*** MATERIAL SUPPLIED ***

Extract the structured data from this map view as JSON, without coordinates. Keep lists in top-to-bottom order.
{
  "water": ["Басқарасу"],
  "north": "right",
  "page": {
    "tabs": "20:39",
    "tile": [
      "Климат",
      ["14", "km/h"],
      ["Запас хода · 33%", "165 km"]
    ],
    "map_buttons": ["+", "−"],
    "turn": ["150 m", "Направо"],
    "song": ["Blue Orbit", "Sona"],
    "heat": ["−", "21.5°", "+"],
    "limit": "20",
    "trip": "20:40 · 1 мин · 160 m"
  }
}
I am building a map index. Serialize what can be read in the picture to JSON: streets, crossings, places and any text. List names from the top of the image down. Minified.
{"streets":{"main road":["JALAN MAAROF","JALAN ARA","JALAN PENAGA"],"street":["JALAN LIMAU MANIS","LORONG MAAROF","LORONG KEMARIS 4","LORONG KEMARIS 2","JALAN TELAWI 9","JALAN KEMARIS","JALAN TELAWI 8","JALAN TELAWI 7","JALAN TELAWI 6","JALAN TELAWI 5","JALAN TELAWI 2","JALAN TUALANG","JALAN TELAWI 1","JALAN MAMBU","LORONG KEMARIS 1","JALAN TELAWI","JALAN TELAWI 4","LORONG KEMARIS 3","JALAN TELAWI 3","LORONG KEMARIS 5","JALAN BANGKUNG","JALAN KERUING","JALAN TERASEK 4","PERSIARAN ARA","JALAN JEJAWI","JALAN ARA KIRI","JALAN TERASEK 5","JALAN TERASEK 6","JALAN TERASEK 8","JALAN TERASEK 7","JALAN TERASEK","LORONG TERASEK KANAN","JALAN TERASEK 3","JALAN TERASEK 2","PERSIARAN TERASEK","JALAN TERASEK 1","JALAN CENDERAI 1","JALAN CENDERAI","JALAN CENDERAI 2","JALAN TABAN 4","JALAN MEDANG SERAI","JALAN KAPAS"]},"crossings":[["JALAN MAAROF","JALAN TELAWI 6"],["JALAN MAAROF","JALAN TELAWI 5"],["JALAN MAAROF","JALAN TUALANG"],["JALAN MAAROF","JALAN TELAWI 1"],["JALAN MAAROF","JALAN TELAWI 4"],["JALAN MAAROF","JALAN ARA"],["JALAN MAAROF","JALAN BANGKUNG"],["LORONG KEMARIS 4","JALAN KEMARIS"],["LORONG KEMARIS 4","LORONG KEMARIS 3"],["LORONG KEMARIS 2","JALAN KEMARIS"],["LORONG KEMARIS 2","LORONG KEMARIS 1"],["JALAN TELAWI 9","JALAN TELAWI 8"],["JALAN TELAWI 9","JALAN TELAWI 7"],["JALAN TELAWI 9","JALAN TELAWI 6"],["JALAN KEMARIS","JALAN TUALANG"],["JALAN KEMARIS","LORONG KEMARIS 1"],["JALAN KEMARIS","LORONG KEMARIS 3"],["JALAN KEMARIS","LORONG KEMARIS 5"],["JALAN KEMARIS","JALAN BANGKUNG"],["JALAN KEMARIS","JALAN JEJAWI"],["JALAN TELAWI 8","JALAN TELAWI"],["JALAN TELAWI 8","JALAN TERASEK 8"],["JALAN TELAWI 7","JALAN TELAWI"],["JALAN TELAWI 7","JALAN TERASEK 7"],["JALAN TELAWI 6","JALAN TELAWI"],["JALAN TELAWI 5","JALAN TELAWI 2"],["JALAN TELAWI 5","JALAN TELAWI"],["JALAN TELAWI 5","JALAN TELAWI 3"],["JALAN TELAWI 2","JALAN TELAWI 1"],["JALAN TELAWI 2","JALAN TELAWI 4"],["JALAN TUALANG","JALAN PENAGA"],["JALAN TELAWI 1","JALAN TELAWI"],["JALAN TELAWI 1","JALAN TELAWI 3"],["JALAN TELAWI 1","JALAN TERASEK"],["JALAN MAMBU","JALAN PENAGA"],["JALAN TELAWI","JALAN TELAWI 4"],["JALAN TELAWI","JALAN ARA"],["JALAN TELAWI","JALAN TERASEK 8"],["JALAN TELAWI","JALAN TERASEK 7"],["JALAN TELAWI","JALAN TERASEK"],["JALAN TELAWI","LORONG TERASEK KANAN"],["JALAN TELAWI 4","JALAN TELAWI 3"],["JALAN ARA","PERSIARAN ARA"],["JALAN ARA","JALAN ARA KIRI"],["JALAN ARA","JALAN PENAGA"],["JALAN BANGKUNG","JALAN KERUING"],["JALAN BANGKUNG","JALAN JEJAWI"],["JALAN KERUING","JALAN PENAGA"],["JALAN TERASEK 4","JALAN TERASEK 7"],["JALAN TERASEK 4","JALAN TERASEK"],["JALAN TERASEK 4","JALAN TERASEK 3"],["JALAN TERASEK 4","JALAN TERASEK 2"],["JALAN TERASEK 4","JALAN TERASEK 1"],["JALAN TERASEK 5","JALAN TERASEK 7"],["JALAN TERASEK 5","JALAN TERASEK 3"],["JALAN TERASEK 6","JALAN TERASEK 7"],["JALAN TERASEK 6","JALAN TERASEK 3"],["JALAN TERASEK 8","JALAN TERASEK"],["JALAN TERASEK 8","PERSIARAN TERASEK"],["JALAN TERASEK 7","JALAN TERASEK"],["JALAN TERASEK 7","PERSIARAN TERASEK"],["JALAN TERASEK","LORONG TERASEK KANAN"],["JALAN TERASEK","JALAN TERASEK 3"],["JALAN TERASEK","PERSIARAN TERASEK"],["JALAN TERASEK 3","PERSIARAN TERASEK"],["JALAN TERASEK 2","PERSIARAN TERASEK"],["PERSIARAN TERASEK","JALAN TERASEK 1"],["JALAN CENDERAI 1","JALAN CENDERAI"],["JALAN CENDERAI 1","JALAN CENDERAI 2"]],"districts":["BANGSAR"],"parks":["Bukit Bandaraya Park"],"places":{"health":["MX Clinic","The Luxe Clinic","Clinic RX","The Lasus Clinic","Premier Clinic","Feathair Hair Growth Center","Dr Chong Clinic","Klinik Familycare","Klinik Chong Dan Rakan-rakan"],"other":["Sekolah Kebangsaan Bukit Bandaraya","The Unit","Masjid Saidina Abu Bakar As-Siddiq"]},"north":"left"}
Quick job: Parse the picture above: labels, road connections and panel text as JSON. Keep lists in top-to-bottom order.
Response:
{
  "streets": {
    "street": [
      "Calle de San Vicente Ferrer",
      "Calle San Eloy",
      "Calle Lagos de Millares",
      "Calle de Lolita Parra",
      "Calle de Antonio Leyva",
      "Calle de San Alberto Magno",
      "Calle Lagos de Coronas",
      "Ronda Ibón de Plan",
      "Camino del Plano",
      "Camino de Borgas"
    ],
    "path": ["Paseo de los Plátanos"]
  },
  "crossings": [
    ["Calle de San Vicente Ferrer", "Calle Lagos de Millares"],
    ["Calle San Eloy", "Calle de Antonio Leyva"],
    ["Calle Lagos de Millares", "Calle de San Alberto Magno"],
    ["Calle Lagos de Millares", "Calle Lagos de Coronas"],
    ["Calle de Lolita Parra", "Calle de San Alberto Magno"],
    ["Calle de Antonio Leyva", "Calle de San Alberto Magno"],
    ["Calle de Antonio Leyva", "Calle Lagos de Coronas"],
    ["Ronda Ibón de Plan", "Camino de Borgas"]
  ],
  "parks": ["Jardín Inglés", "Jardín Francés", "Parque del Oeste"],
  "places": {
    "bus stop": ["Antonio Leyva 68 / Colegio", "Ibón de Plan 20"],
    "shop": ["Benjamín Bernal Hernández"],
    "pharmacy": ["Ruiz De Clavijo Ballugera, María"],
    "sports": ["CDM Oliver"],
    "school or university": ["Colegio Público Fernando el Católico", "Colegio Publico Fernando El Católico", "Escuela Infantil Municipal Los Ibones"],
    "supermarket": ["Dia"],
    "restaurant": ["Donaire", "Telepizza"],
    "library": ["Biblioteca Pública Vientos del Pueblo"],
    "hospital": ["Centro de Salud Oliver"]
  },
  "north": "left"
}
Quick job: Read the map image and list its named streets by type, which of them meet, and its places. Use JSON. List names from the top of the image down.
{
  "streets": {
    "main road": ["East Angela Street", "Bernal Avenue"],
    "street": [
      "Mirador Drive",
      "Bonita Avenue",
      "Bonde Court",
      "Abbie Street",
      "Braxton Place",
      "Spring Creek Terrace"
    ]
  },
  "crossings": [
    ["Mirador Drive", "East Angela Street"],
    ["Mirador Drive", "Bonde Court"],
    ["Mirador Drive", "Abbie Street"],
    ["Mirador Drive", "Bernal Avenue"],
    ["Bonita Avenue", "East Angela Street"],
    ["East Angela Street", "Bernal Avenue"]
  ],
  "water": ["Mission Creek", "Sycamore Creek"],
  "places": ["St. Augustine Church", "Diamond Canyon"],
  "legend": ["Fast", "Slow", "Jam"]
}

***

ACTIVITY:
The answer is a number only: how many lines of the data above include "from"?

OUTPUT FOR THIS EXERCISE:
3